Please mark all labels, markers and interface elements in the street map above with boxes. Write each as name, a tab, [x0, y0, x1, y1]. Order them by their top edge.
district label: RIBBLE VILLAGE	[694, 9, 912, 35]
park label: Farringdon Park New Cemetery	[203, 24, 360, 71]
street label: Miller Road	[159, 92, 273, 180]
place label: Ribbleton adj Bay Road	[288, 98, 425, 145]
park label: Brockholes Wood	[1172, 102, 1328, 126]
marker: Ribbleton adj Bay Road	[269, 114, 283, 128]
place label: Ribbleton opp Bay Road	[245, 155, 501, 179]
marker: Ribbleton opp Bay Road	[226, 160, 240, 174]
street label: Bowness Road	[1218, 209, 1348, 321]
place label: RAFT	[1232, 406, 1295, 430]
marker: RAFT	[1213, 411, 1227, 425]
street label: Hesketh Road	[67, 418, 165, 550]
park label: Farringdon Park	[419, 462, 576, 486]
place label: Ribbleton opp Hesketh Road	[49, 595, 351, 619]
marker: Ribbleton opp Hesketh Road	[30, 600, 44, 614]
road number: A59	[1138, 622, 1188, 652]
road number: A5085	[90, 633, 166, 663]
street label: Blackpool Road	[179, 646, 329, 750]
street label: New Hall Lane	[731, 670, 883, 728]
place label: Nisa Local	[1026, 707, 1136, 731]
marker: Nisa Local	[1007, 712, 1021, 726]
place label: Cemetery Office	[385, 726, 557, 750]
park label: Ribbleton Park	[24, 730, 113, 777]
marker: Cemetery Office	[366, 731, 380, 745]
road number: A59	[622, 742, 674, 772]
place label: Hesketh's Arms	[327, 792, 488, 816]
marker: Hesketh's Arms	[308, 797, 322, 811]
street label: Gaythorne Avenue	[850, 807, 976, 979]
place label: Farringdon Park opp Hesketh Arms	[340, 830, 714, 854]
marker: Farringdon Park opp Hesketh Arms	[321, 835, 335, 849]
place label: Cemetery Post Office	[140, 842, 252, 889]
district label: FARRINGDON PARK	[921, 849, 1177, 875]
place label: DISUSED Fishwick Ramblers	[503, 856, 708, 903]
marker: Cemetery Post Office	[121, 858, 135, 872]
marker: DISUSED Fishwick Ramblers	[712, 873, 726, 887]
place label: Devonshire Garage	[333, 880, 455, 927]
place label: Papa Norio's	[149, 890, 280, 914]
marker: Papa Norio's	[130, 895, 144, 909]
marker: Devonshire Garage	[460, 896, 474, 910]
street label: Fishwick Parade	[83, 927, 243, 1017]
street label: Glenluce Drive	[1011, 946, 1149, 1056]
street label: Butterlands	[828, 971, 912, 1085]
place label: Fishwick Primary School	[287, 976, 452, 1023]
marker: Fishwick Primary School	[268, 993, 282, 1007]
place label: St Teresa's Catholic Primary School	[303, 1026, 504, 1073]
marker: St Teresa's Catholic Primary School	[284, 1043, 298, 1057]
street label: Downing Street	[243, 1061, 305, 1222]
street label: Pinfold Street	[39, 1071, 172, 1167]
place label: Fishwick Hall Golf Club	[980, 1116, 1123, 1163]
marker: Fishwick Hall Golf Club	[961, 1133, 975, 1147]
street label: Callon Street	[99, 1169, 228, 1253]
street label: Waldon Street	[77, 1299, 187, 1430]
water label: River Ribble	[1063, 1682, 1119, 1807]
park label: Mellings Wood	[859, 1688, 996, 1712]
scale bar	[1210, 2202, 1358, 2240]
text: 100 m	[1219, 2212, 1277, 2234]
◆ ◆ ◆ ◆
▶ [Exercise aim] Give back the whole listing exactly as it reads.

▶ [Your solution]
Please mark all labels, markers and interface elements in the street map above with boxes. Write each as name, a tab, [x0, y0, x1, y1]. Order them by their top edge.
district label: RIBBLE VILLAGE	[694, 9, 912, 35]
park label: Farringdon Park New Cemetery	[203, 24, 360, 71]
street label: Miller Road	[159, 92, 273, 180]
place label: Ribbleton adj Bay Road	[288, 98, 425, 145]
park label: Brockholes Wood	[1172, 102, 1328, 126]
marker: Ribbleton adj Bay Road	[269, 114, 283, 128]
place label: Ribbleton opp Bay Road	[245, 155, 501, 179]
marker: Ribbleton opp Bay Road	[226, 160, 240, 174]
street label: Bowness Road	[1218, 209, 1348, 321]
place label: RAFT	[1232, 406, 1295, 430]
marker: RAFT	[1213, 411, 1227, 425]
street label: Hesketh Road	[67, 418, 165, 550]
park label: Farringdon Park	[419, 462, 576, 486]
place label: Ribbleton opp Hesketh Road	[49, 595, 351, 619]
marker: Ribbleton opp Hesketh Road	[30, 600, 44, 614]
road number: A59	[1138, 622, 1188, 652]
road number: A5085	[90, 633, 166, 663]
street label: Blackpool Road	[179, 646, 329, 750]
street label: New Hall Lane	[731, 670, 883, 728]
place label: Nisa Local	[1026, 707, 1136, 731]
marker: Nisa Local	[1007, 712, 1021, 726]
place label: Cemetery Office	[385, 726, 557, 750]
park label: Ribbleton Park	[24, 730, 113, 777]
marker: Cemetery Office	[366, 731, 380, 745]
road number: A59	[622, 742, 674, 772]
place label: Hesketh's Arms	[327, 792, 488, 816]
marker: Hesketh's Arms	[308, 797, 322, 811]
street label: Gaythorne Avenue	[850, 807, 976, 979]
place label: Farringdon Park opp Hesketh Arms	[340, 830, 714, 854]
marker: Farringdon Park opp Hesketh Arms	[321, 835, 335, 849]
place label: Cemetery Post Office	[140, 842, 252, 889]
district label: FARRINGDON PARK	[921, 849, 1177, 875]
place label: DISUSED Fishwick Ramblers	[503, 856, 708, 903]
marker: Cemetery Post Office	[121, 858, 135, 872]
marker: DISUSED Fishwick Ramblers	[712, 873, 726, 887]
place label: Devonshire Garage	[333, 880, 455, 927]
place label: Papa Norio's	[149, 890, 280, 914]
marker: Papa Norio's	[130, 895, 144, 909]
marker: Devonshire Garage	[460, 896, 474, 910]
street label: Fishwick Parade	[83, 927, 243, 1017]
street label: Glenluce Drive	[1011, 946, 1149, 1056]
street label: Butterlands	[828, 971, 912, 1085]
place label: Fishwick Primary School	[287, 976, 452, 1023]
marker: Fishwick Primary School	[268, 993, 282, 1007]
place label: St Teresa's Catholic Primary School	[303, 1026, 504, 1073]
marker: St Teresa's Catholic Primary School	[284, 1043, 298, 1057]
street label: Downing Street	[243, 1061, 305, 1222]
street label: Pinfold Street	[39, 1071, 172, 1167]
place label: Fishwick Hall Golf Club	[980, 1116, 1123, 1163]
marker: Fishwick Hall Golf Club	[961, 1133, 975, 1147]
street label: Callon Street	[99, 1169, 228, 1253]
street label: Waldon Street	[77, 1299, 187, 1430]
water label: River Ribble	[1063, 1682, 1119, 1807]
park label: Mellings Wood	[859, 1688, 996, 1712]
scale bar	[1210, 2202, 1358, 2240]
text: 100 m	[1219, 2212, 1277, 2234]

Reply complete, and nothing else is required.